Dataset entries
===
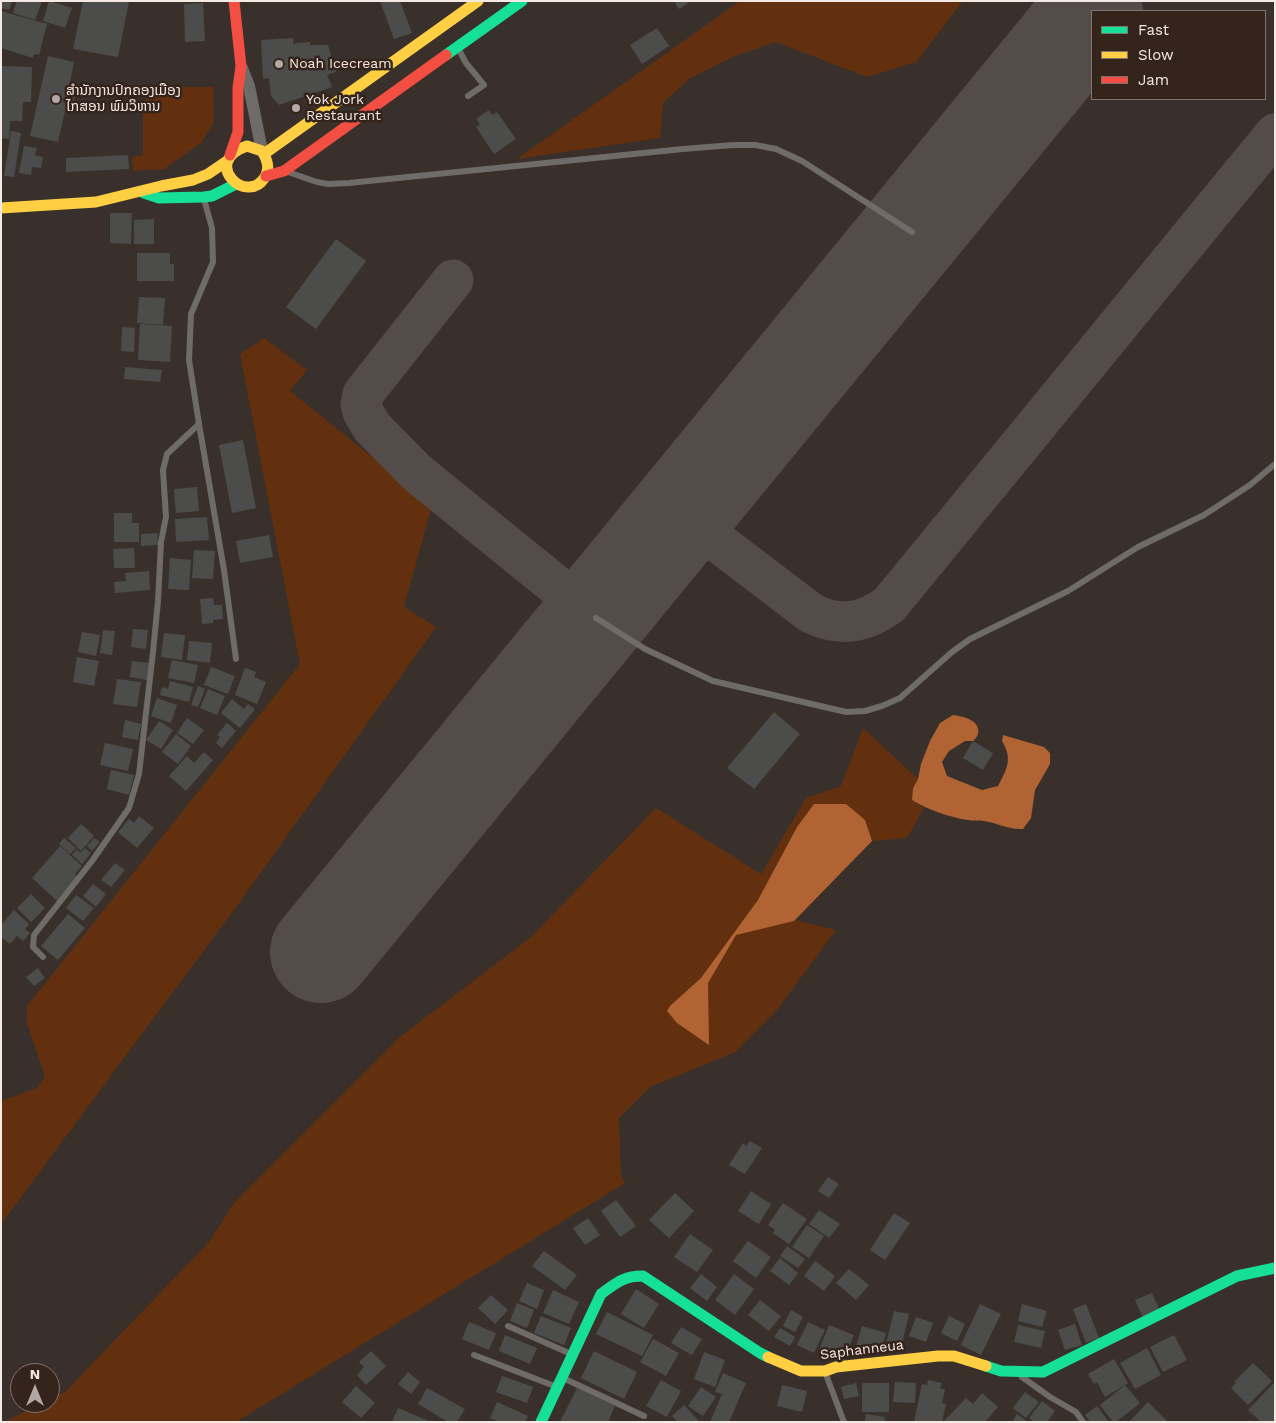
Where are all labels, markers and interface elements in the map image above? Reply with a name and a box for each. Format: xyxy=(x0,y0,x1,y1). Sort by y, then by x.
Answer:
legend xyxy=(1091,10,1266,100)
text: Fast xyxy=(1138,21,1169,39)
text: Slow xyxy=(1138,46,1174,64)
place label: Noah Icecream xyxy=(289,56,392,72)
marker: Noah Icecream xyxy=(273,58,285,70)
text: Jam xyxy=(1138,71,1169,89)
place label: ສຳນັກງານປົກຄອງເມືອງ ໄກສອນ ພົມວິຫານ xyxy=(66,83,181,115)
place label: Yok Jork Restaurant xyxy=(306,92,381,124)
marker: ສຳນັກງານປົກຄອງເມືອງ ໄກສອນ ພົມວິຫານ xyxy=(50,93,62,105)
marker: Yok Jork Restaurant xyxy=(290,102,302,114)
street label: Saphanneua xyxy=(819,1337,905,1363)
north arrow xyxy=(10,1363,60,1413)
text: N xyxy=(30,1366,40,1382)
===
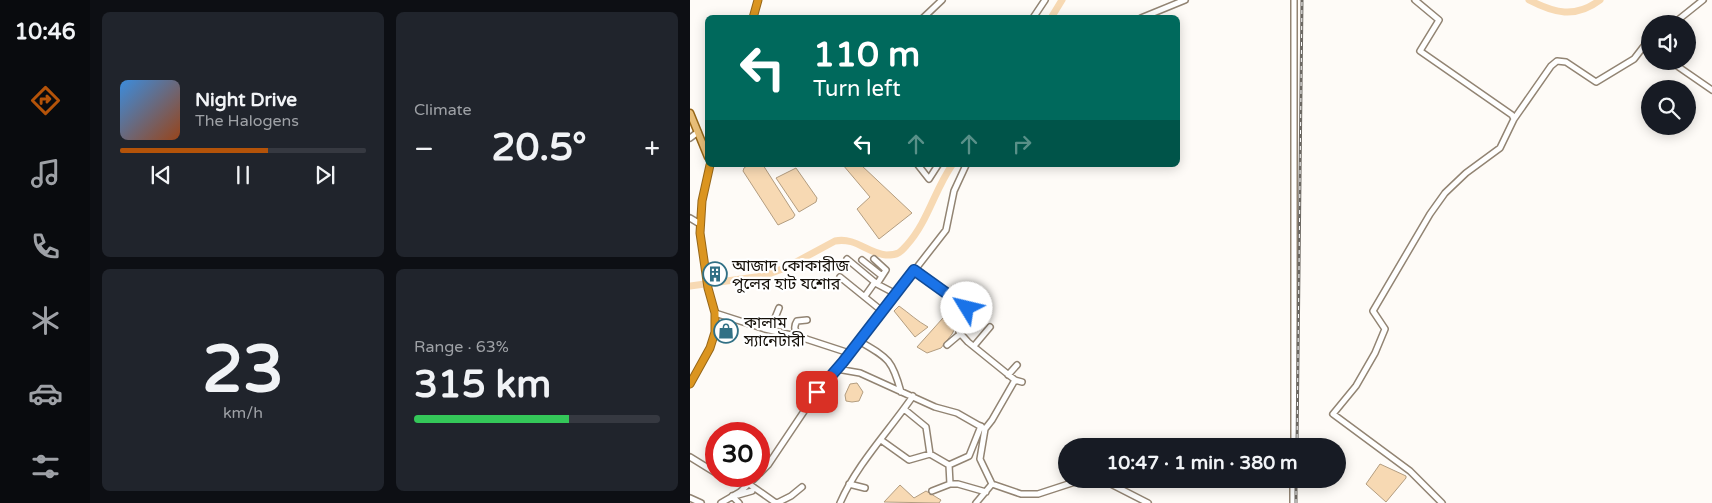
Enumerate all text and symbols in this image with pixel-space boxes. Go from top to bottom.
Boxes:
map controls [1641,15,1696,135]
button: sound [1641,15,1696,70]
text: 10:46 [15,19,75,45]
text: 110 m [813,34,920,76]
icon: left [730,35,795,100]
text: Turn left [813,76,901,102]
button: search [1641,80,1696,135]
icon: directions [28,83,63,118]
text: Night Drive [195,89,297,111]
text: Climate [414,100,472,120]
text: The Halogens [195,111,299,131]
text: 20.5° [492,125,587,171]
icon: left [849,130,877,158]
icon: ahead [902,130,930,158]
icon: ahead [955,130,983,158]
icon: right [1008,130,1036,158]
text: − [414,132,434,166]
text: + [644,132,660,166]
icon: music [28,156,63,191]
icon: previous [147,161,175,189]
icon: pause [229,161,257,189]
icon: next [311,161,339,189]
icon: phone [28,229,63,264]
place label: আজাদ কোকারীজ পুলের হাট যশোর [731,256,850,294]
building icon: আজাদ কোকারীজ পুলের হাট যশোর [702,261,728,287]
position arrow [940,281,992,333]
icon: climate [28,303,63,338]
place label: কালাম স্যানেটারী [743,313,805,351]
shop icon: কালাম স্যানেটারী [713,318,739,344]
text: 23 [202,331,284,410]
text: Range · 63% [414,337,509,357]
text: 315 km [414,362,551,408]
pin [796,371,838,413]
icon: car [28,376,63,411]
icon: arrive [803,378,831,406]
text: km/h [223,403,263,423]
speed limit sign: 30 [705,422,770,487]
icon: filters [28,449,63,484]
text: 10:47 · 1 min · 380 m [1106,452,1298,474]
===
WHAT TO PRODUCE:
Pull from the data each line where the string "image" turns up.

ANSWER SECTION:
Where are all labels, markers and interface elements in the map image above? Reply with a name and a box for each. Format: xyxy=(x0,y0,x1,y1). Sort by y, then by x.
Enumerate all text and symbols in this image with pixel-space boxes. Go from top to bottom.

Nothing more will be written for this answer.